[Stored data entries]
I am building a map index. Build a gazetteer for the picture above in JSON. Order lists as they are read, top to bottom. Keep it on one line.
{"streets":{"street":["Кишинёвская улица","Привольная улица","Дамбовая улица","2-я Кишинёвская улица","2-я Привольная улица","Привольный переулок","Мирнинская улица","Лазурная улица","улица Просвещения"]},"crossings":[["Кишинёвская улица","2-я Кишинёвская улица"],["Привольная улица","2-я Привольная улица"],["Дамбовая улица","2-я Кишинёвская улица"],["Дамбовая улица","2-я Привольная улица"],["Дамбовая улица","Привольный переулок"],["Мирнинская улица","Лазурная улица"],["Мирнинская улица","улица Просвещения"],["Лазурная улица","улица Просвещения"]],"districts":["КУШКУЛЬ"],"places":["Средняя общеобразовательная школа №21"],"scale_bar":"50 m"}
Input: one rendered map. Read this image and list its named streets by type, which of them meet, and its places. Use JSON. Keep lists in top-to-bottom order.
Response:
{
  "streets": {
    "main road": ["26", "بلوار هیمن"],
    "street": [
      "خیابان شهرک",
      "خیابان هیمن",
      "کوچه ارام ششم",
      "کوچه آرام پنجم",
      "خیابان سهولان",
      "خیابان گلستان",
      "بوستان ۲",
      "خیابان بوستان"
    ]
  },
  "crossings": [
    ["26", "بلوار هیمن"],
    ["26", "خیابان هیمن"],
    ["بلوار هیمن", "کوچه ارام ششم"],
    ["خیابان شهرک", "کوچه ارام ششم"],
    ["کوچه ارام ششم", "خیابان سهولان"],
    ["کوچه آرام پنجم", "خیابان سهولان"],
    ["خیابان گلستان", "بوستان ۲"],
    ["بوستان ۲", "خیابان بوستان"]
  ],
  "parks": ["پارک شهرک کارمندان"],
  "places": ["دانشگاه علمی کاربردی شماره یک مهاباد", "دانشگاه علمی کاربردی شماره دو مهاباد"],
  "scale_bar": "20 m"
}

■ To do ■
Would you please copy the lines above, from the one holding "Input: one rendered" through the last, and nothing else?

■ Response box ■
Input: one rendered map. Read this image and list its named streets by type, which of them meet, and its places. Use JSON. Keep lists in top-to-bottom order.
Response:
{
  "streets": {
    "main road": ["26", "بلوار هیمن"],
    "street": [
      "خیابان شهرک",
      "خیابان هیمن",
      "کوچه ارام ششم",
      "کوچه آرام پنجم",
      "خیابان سهولان",
      "خیابان گلستان",
      "بوستان ۲",
      "خیابان بوستان"
    ]
  },
  "crossings": [
    ["26", "بلوار هیمن"],
    ["26", "خیابان هیمن"],
    ["بلوار هیمن", "کوچه ارام ششم"],
    ["خیابان شهرک", "کوچه ارام ششم"],
    ["کوچه ارام ششم", "خیابان سهولان"],
    ["کوچه آرام پنجم", "خیابان سهولان"],
    ["خیابان گلستان", "بوستان ۲"],
    ["بوستان ۲", "خیابان بوستان"]
  ],
  "parks": ["پارک شهرک کارمندان"],
  "places": ["دانشگاه علمی کاربردی شماره یک مهاباد", "دانشگاه علمی کاربردی شماره دو مهاباد"],
  "scale_bar": "20 m"
}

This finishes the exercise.